**ASSIGNMENT**
Repeat the records verbatim and leave the pictures out of your copy.

Stored items:
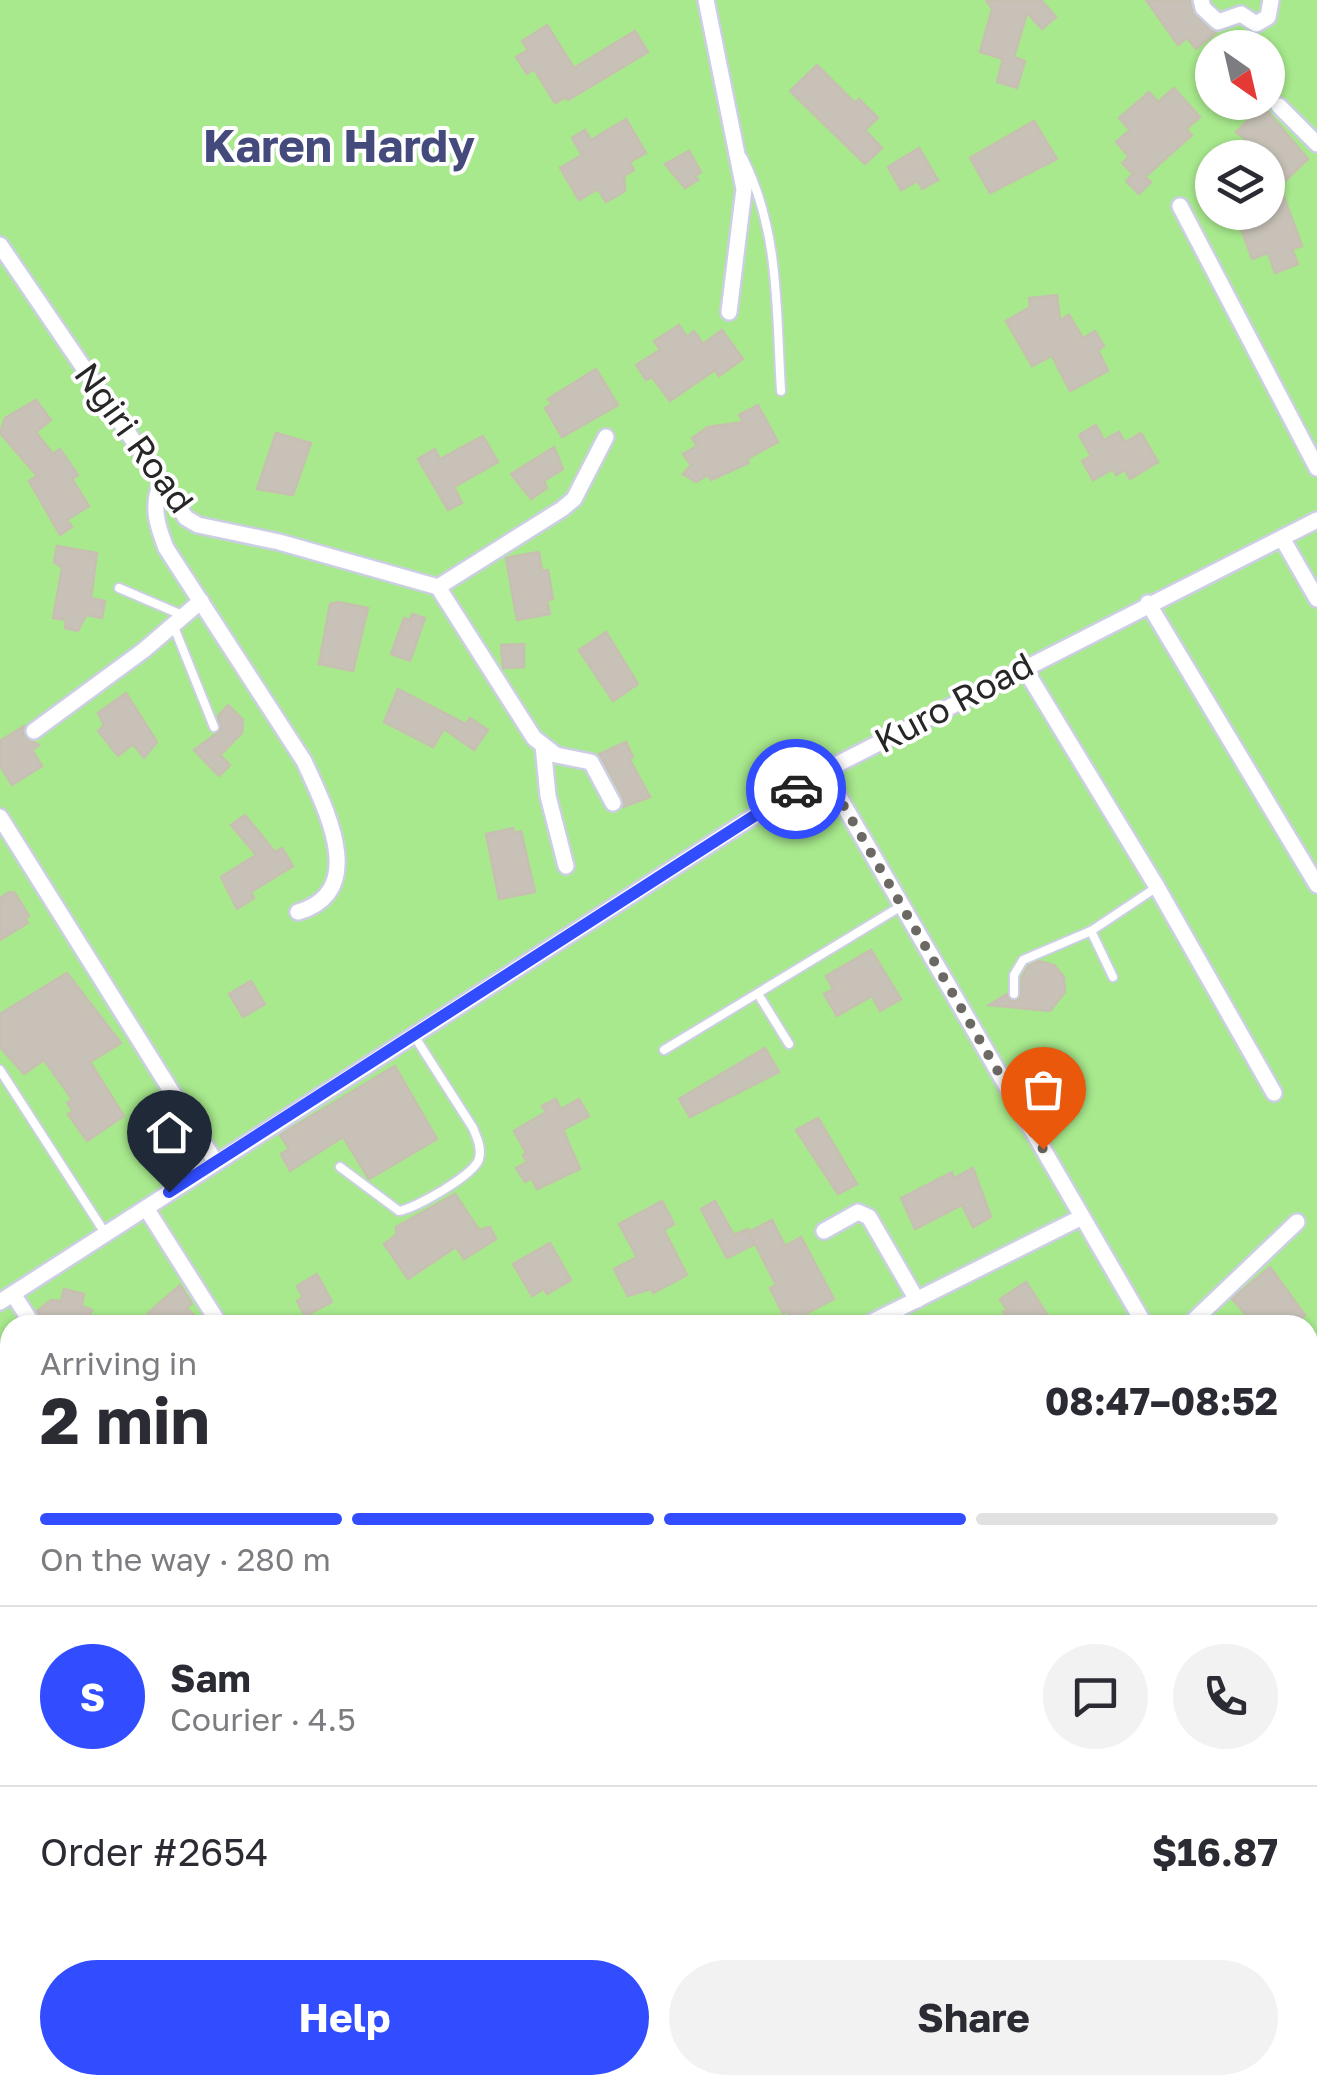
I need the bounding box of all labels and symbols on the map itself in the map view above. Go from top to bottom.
north arrow [1195,30,1285,120]
district label: Karen Hardy [203,118,475,172]
street label: Ngiri Road [66,354,203,521]
street label: Kuro Road [867,643,1040,761]
courier [746,739,846,839]
pin [1001,1047,1086,1150]
pin [127,1090,212,1193]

**SOLUTION TO THIS TASK**
I need the bounding box of all labels and symbols on the map itself in the map view above. Go from top to bottom.
north arrow [1195,30,1285,120]
district label: Karen Hardy [203,118,475,172]
street label: Ngiri Road [66,354,203,521]
street label: Kuro Road [867,643,1040,761]
courier [746,739,846,839]
pin [1001,1047,1086,1150]
pin [127,1090,212,1193]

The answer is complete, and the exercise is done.